Name
Designing Inclusive + Effective Tech Sprints: Lessons from Five Years of Designing The Opportunity Project
Date
Tuesday, May 18, 2021
Time
11:45 AM - 12:45 PM (EDT)
Description

Open innovation sprints are popping up at federal agencies like HHS, CFPB, Commerce and more as a tool to co-create visual and technology solutions alongside stakeholders from the public. These engagements, ranging from daylong design-a-thons to multi-week tech sprints, create opportunities for designers to work with the government, but vary in terms of who is invited to participate and how their feedback is incorporated. Design decisions are important in this entire process. Carefully crafting an open innovation engagement is critical to ensure that diverse audiences have a chance to contribute to and benefit from the results, and access the business channels that these engagements can open.
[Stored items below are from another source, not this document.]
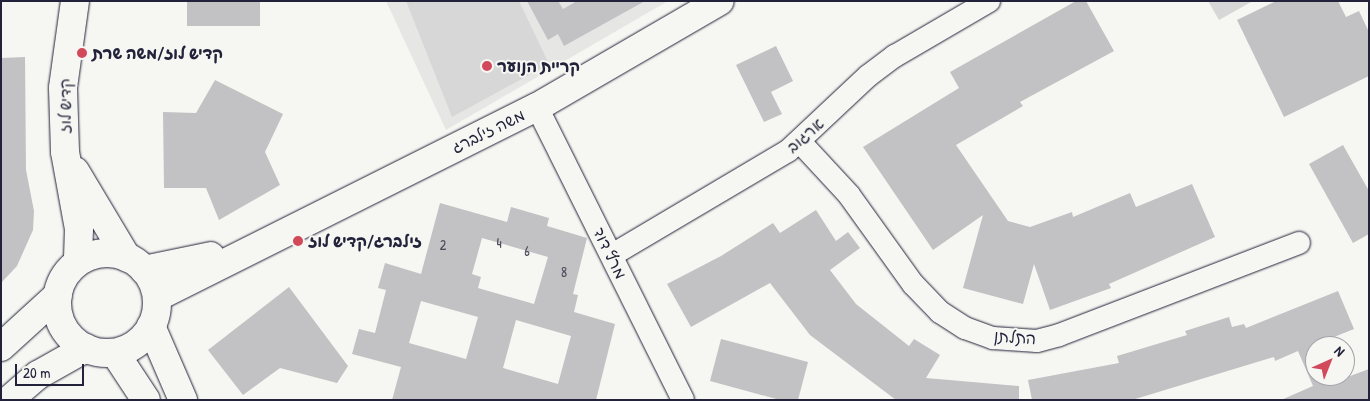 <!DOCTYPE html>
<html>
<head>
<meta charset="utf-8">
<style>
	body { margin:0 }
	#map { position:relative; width:1370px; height:401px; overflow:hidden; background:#f6f6f2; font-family:"Patrick Hand","Playpen Sans Hebrew",sans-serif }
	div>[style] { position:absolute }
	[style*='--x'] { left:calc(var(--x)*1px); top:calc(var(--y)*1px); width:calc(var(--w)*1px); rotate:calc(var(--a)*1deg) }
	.built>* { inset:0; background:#e6e6e4 }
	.green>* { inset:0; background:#d7d7d7 }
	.building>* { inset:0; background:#c2c2c4; transform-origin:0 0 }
	.roads { filter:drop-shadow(0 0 1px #22223b) drop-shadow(0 0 1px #22223b) }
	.minor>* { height:22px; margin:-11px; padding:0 11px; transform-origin:11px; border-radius:11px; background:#f6f6f2 }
	.tertiary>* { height:28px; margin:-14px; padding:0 14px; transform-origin:14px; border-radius:14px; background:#f6f6f2 }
	.tertiary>.ring { margin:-14px; padding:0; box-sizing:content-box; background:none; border:28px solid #f6f6f2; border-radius:50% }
	.dots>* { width:14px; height:14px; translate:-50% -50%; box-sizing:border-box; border:2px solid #f6f6f2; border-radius:50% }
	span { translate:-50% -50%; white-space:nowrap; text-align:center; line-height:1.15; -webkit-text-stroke:4px #f6f6f2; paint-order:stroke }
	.number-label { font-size:14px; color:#4a4a5d }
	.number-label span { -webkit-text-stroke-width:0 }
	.poi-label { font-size:16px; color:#22223b; font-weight:700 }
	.left { translate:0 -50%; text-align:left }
	.street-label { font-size:16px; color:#22223b }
	.frame { position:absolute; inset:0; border:2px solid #22223b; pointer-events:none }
	.north { position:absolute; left:1305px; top:336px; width:50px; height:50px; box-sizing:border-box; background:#f6f6f2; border:1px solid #a1a1a9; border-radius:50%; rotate:44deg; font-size:14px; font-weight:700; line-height:20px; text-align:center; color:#22223b }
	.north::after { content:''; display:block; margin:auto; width:18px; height:22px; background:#d1495b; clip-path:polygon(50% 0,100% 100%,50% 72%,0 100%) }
	.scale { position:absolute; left:15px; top:364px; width:69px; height:22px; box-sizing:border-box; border:2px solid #22223b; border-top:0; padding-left:6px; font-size:15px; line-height:18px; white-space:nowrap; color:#22223b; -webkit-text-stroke:4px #f6f6f2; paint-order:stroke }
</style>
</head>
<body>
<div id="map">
	<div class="built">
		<div style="clip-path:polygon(386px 1px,668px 1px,446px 130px)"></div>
	</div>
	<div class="green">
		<div style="clip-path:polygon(406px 1px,519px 1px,549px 64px,452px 117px)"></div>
		<div style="clip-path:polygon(1208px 1px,1253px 1px,1219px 20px)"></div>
	</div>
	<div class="building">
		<div style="left:187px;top:1px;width:73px;height:25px"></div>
		<div style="clip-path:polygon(527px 1px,558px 1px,563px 9px,577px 1px,645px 1px,564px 46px,558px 34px,548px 40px)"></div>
		<div style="clip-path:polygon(1076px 1px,1086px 1px,1114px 51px,1020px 102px,1023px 106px,956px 145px,1008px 221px,1030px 227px,1072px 212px,1073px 217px,1130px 193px,1136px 207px,1192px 184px,1215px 237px,1109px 284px,1111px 288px,1050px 310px,1034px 264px,1023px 304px,963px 288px,983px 215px,933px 250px,863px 147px,959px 88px,950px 72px)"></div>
		<div style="clip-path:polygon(1276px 1px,1338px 1px,1346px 17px,1359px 11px,1369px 32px,1369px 76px,1284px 117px,1237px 20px)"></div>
		<div style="clip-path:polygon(776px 46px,793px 81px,771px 92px,782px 114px,764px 122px,736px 65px)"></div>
		<div style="clip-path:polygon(25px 57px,26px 170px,34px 211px,33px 230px,17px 266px,1px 283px,1px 58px)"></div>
		<div style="clip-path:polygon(215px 80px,283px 114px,265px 152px,280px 185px,219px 220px,206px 188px,164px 188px,163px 112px,196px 113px)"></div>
		<div style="clip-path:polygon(1343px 145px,1369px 191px,1369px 234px,1353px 243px,1309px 164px)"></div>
		<div style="clip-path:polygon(evenodd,440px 203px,507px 222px,511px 207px,549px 218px,547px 226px,587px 238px,573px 294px,578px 295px,574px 312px,615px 324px,596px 400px,392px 400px,401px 367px,352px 354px,359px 329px,375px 333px,386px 290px,378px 288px,385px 263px,421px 274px,440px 203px,482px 238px,548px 257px,534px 304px,478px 288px,481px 277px,472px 274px,482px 238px,440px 203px,421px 301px,478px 317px,466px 359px,409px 343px,421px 301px,440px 203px,516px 320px,571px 336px,558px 384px,503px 368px,516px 320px)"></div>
		<div style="clip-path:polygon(816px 210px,836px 241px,848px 232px,860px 248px,830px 270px,856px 304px,909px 346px,914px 339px,940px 355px,926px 378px,1019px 386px,1019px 400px,896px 400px,810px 335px,770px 283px,691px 327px,667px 284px,721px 256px,773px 223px,780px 233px)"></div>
		<div style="clip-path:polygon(289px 287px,348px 366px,337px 383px,280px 368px,243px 395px,208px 350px)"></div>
		<div style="clip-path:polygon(1338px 291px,1354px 329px,1334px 337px,1337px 346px,1315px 346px,1315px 376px,1345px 376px,1345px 365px,1350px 376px,1369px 369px,1369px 400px,1281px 400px,1313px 386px,1298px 351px,1275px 361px,1274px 357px,1132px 400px,1032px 400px,1028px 380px,1119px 363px,1117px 356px,1187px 335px,1185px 331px,1229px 317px,1232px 327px,1244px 324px,1246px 328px)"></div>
		<div style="clip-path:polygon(721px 339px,808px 362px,798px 400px,780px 400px,710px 381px)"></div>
	</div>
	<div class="roads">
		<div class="minor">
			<div style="--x:537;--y:107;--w:327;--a:63.5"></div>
			<div style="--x:800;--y:142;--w:72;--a:47.2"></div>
			<div style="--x:849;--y:195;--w:110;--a:54.3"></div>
			<div style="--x:913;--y:284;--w:39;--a:46"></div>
			<div style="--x:940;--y:312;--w:30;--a:33"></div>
			<div style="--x:965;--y:328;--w:30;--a:20"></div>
			<div style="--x:993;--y:338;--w:44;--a:3.9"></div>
			<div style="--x:1037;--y:341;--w:23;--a:-15"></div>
			<div style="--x:1059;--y:335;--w:257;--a:-21"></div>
			<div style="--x:612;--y:255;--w:204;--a:-30.6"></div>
			<div style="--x:788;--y:151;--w:110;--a:-43.2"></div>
			<div style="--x:868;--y:76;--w:34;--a:-37"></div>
			<div style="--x:895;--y:56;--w:109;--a:-30.3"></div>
		</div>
		<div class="tertiary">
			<div style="--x:75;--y:1;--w:88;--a:97.9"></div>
			<div style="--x:63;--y:88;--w:64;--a:88.2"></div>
			<div style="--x:65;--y:152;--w:78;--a:79.7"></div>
			<div style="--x:79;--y:229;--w:33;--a:92"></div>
			<div style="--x:75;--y:171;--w:101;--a:59.1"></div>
			<div class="ring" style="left:57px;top:253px;width:72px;height:72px"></div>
			<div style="--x:144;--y:270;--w:68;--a:-11.8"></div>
			<div style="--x:157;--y:297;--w:425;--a:-26.6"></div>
			<div style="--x:537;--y:107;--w:211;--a:-30.1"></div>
			<div style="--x:151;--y:326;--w:81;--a:66.6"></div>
			<div style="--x:1;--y:347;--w:77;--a:-42.4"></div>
			<div style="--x:115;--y:353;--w:56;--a:56.6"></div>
			<div style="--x:9;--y:400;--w:38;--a:-41"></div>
			<div style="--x:38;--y:375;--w:55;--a:-29.4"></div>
		</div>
	</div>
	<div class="dots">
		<div style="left:82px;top:53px;background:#d1495b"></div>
		<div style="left:487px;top:66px;background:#d1495b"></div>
		<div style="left:298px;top:241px;background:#d1495b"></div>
	</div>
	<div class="number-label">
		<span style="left:499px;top:243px">4</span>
		<span style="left:443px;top:245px">2</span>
		<span style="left:527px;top:251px">6</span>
		<span style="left:564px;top:272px">8</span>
	</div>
	<div class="poi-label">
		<span class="left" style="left:92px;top:53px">קדיש לוז/משה שרת</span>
		<span class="left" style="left:497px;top:66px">קריית הנוער</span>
		<span class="left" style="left:308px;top:241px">זילברג/קדיש לוז</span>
	</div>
	<div class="street-label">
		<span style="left:65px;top:106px;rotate:-90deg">קדיש לוז</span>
		<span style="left:488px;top:131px;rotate:-26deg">משה זילברג</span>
		<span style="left:805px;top:135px;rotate:-41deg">ארגוב</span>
		<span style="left:610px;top:253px;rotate:64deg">מרץ דוד</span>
		<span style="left:1015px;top:337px;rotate:4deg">התלתן</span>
	</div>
	<div class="frame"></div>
	<div class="north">N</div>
	<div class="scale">20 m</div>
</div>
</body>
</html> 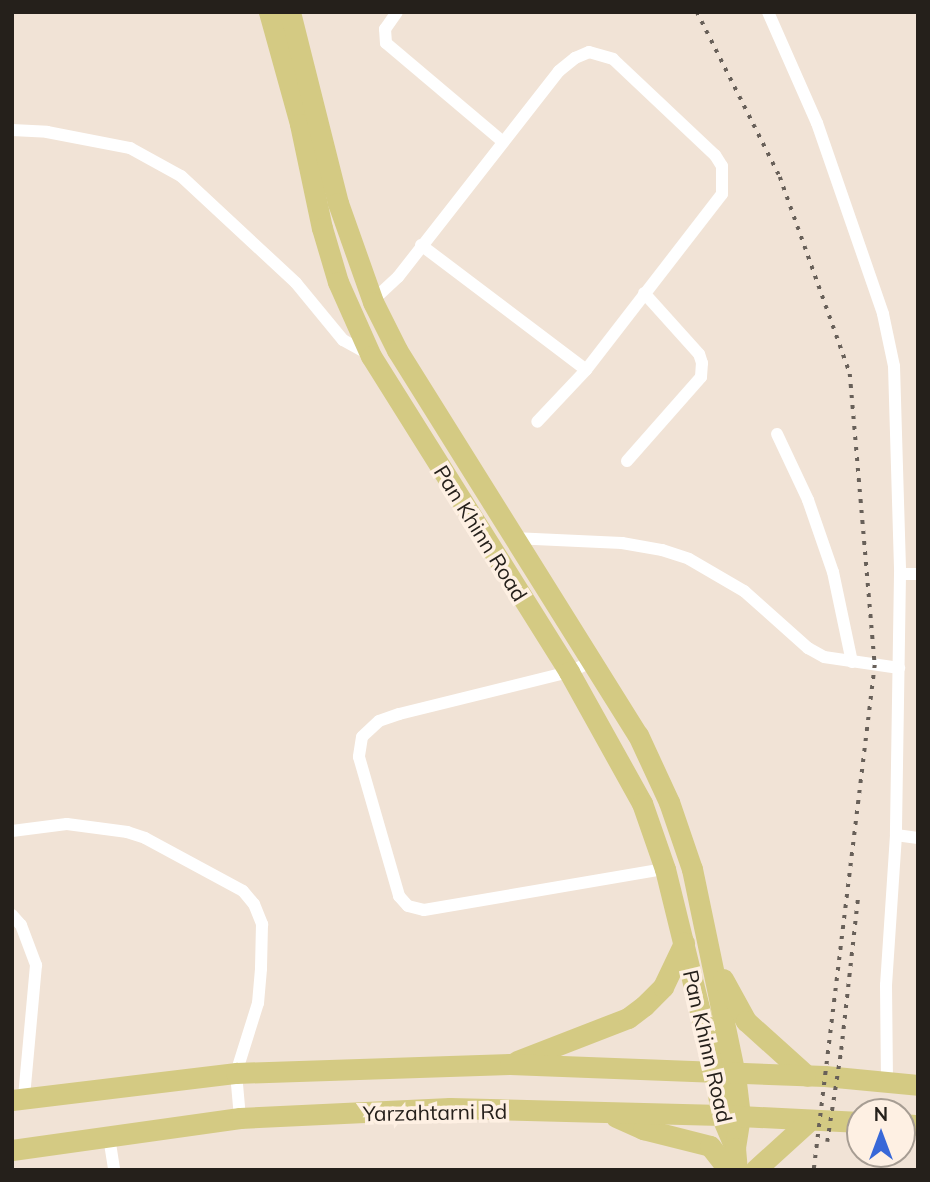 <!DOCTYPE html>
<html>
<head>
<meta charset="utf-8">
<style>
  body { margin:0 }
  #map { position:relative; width:930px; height:1182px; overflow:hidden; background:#f1e3d6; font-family:Mulish,sans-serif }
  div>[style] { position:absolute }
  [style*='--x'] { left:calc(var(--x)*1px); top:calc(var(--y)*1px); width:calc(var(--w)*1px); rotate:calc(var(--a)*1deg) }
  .minor>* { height:12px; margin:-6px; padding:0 6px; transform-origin:6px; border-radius:6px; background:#fff }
  .primary>* { height:21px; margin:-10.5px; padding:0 10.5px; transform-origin:10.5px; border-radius:10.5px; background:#d4ca83 }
  .rail>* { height:3.5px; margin-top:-1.75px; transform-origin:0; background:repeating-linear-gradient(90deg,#686059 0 3.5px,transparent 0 10.5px) }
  span { translate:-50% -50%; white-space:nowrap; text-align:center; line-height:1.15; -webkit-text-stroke:7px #fef0e3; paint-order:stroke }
  .street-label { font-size:21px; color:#25201b }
  .frame { position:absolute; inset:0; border:14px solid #25201b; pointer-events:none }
  .north { position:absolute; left:846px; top:1098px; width:70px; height:70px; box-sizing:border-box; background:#fef0e3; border:2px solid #a79d93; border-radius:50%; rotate:0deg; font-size:19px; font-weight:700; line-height:28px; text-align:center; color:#25201b }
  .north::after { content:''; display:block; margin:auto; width:24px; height:32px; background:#3868d8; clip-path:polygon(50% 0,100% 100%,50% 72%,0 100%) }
</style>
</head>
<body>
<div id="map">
  <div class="minor">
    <div style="--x:397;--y:12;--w:21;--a:125"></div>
    <div style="--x:385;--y:29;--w:14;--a:86"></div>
    <div style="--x:386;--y:43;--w:153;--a:40.2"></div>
    <div style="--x:768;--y:12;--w:121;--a:66.2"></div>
    <div style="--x:817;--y:123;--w:202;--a:70.9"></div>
    <div style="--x:883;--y:314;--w:53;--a:78.1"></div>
    <div style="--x:894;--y:366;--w:208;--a:88.3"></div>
    <div style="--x:900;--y:574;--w:261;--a:90.9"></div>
    <div style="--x:896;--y:835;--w:150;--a:93.8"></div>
    <div style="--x:886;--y:985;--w:98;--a:89.4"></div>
    <div style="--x:12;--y:130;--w:35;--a:3"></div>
    <div style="--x:47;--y:132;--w:85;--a:10.9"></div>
    <div style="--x:130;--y:148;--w:58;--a:28.8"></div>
    <div style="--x:181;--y:176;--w:157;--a:42.9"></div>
    <div style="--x:296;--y:283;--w:74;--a:50.5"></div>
    <div style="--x:343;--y:340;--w:29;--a:29"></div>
    <div style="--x:421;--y:245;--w:207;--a:37.1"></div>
    <div style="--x:370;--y:303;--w:38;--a:-43"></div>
    <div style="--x:398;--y:277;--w:261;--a:-52"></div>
    <div style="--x:559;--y:71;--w:21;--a:-39"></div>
    <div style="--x:575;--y:58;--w:15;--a:-23"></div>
    <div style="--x:589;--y:52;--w:25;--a:16"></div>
    <div style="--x:613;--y:59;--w:140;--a:43.3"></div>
    <div style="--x:715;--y:155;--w:13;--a:58"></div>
    <div style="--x:722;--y:166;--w:28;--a:90"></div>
    <div style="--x:722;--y:194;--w:222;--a:127.7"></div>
    <div style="--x:586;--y:370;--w:71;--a:133.3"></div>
    <div style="--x:777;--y:434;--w:73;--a:64.8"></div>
    <div style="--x:808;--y:500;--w:76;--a:70.9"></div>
    <div style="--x:833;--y:572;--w:92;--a:78.1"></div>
    <div style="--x:627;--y:461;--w:112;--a:-48.6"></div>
    <div style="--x:701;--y:377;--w:14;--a:-86"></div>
    <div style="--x:702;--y:363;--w:9;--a:-108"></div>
    <div style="--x:699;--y:354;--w:82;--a:-132"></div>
    <div style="--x:513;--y:538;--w:109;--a:2.6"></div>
    <div style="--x:622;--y:543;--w:41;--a:9.9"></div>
    <div style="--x:662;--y:550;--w:28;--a:18"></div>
    <div style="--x:689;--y:559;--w:64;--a:30.2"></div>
    <div style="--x:744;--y:591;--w:86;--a:41.7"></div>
    <div style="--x:808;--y:648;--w:18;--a:29"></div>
    <div style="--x:824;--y:657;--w:76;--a:8.3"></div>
    <div style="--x:900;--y:574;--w:18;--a:0"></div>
    <div style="--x:593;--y:661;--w:26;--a:155"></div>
    <div style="--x:569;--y:672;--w:175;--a:166.1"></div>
    <div style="--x:399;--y:714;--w:21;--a:161"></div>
    <div style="--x:379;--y:721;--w:23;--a:137"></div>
    <div style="--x:362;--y:737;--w:20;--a:99"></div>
    <div style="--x:359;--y:757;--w:145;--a:73.9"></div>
    <div style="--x:399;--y:896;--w:13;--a:48"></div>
    <div style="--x:408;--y:906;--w:16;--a:14"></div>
    <div style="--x:424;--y:910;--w:244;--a:-9.7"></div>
    <div style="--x:12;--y:831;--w:55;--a:-7.3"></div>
    <div style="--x:67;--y:824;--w:61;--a:7.6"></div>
    <div style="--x:127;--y:832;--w:19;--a:18"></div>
    <div style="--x:145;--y:838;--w:111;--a:28.4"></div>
    <div style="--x:243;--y:891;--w:17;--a:50"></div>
    <div style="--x:254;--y:904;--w:22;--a:68"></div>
    <div style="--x:262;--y:924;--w:45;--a:91.3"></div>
    <div style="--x:261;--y:969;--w:34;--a:95"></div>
    <div style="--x:258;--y:1003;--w:73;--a:107.4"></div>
    <div style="--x:236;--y:1073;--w:45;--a:84.9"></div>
    <div style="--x:896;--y:835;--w:22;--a:8"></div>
    <div style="--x:12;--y:915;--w:13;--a:48"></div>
    <div style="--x:21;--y:925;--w:43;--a:69.4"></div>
    <div style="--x:36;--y:965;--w:133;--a:95.2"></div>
    <div style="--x:109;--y:1137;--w:33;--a:81"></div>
  </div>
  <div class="primary">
    <div style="--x:269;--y:12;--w:116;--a:74.5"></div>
    <div style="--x:300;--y:124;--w:106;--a:78.1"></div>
    <div style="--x:322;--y:228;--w:56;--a:73.5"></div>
    <div style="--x:338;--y:282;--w:81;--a:66"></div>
    <div style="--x:371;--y:356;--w:373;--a:57.9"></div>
    <div style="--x:569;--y:672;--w:150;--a:60.9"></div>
    <div style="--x:642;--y:803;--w:70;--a:70.8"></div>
    <div style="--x:665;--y:869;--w:209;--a:76.2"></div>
    <div style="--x:715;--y:1072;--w:43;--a:82.1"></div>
    <div style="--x:721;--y:1115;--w:36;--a:67"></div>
    <div style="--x:290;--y:12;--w:197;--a:75.9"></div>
    <div style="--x:338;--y:203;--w:105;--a:70.5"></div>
    <div style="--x:373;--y:302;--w:54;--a:63.4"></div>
    <div style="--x:397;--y:350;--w:454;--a:58"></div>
    <div style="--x:638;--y:735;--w:74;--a:65.2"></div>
    <div style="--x:669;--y:802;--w:71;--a:71.1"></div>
    <div style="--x:692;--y:869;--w:209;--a:78.2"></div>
    <div style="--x:735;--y:1074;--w:42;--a:83.2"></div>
    <div style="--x:740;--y:1116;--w:32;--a:99"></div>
    <div style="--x:735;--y:1148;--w:22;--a:85"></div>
    <div style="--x:723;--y:979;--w:48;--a:61.3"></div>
    <div style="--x:746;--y:1021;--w:82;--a:42"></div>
    <div style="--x:517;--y:1061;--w:119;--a:-21.2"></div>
    <div style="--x:628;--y:1018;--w:20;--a:-37"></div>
    <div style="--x:644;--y:1006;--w:27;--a:-45"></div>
    <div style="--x:663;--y:987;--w:49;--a:-64.5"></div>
    <div style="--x:12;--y:1100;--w:226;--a:-6.9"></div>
    <div style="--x:236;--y:1073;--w:274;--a:-1.9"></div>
    <div style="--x:510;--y:1064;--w:315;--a:2.2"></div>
    <div style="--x:825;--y:1076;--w:93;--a:5.5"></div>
    <div style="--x:616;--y:1117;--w:30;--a:24"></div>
    <div style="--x:643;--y:1129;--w:69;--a:14.2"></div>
    <div style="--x:710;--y:1146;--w:31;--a:52"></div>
    <div style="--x:902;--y:1124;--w:16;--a:4"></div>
    <div style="--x:12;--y:1150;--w:230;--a:-8"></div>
    <div style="--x:240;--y:1118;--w:210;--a:-2.7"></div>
    <div style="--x:450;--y:1108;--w:271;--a:1.5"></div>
    <div style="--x:721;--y:1115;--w:139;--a:2.9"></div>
    <div style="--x:755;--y:1170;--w:74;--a:-42.3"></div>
  </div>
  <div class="rail">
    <div style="--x:697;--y:12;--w:185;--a:63.3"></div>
    <div style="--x:780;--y:177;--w:209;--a:70.4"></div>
    <div style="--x:850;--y:374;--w:292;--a:85.1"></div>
    <div style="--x:875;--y:665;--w:509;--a:96.89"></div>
    <div style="--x:827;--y:1142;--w:93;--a:-81.3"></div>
    <div style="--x:841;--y:1050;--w:155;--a:-83.7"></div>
  </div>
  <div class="street-label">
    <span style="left:481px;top:533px;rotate:58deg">Pan Khinn Road</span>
    <span style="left:708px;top:1046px;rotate:77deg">Pan Khinn Road</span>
    <span style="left:435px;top:1112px;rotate:-1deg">Yarzahtarni Rd</span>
  </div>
  <div class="frame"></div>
  <div class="north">N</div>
</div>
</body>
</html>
The Opportunity Project (TOP), a 12-week tech development sprint process, is one such program that has been meticulously designed over the past 5 years. This program started as a scrappy 6 week sprint in the White House in 2016, and has evolved into a finely tuned, 12-week program at the Department of Commerce. Along the way, a team of dozens of people worked to hone the model and make improvements that target product impact, inclusion and representation, and public interest tech sustainability. Join two members of the team’s current leadership, along with a civic technologist and former TOP deputy director to hear the inside scoop on some of our most critical design decisions, how we think about failure, audience discussion on where we all see tech/design sprints going next, and opportunities to engage.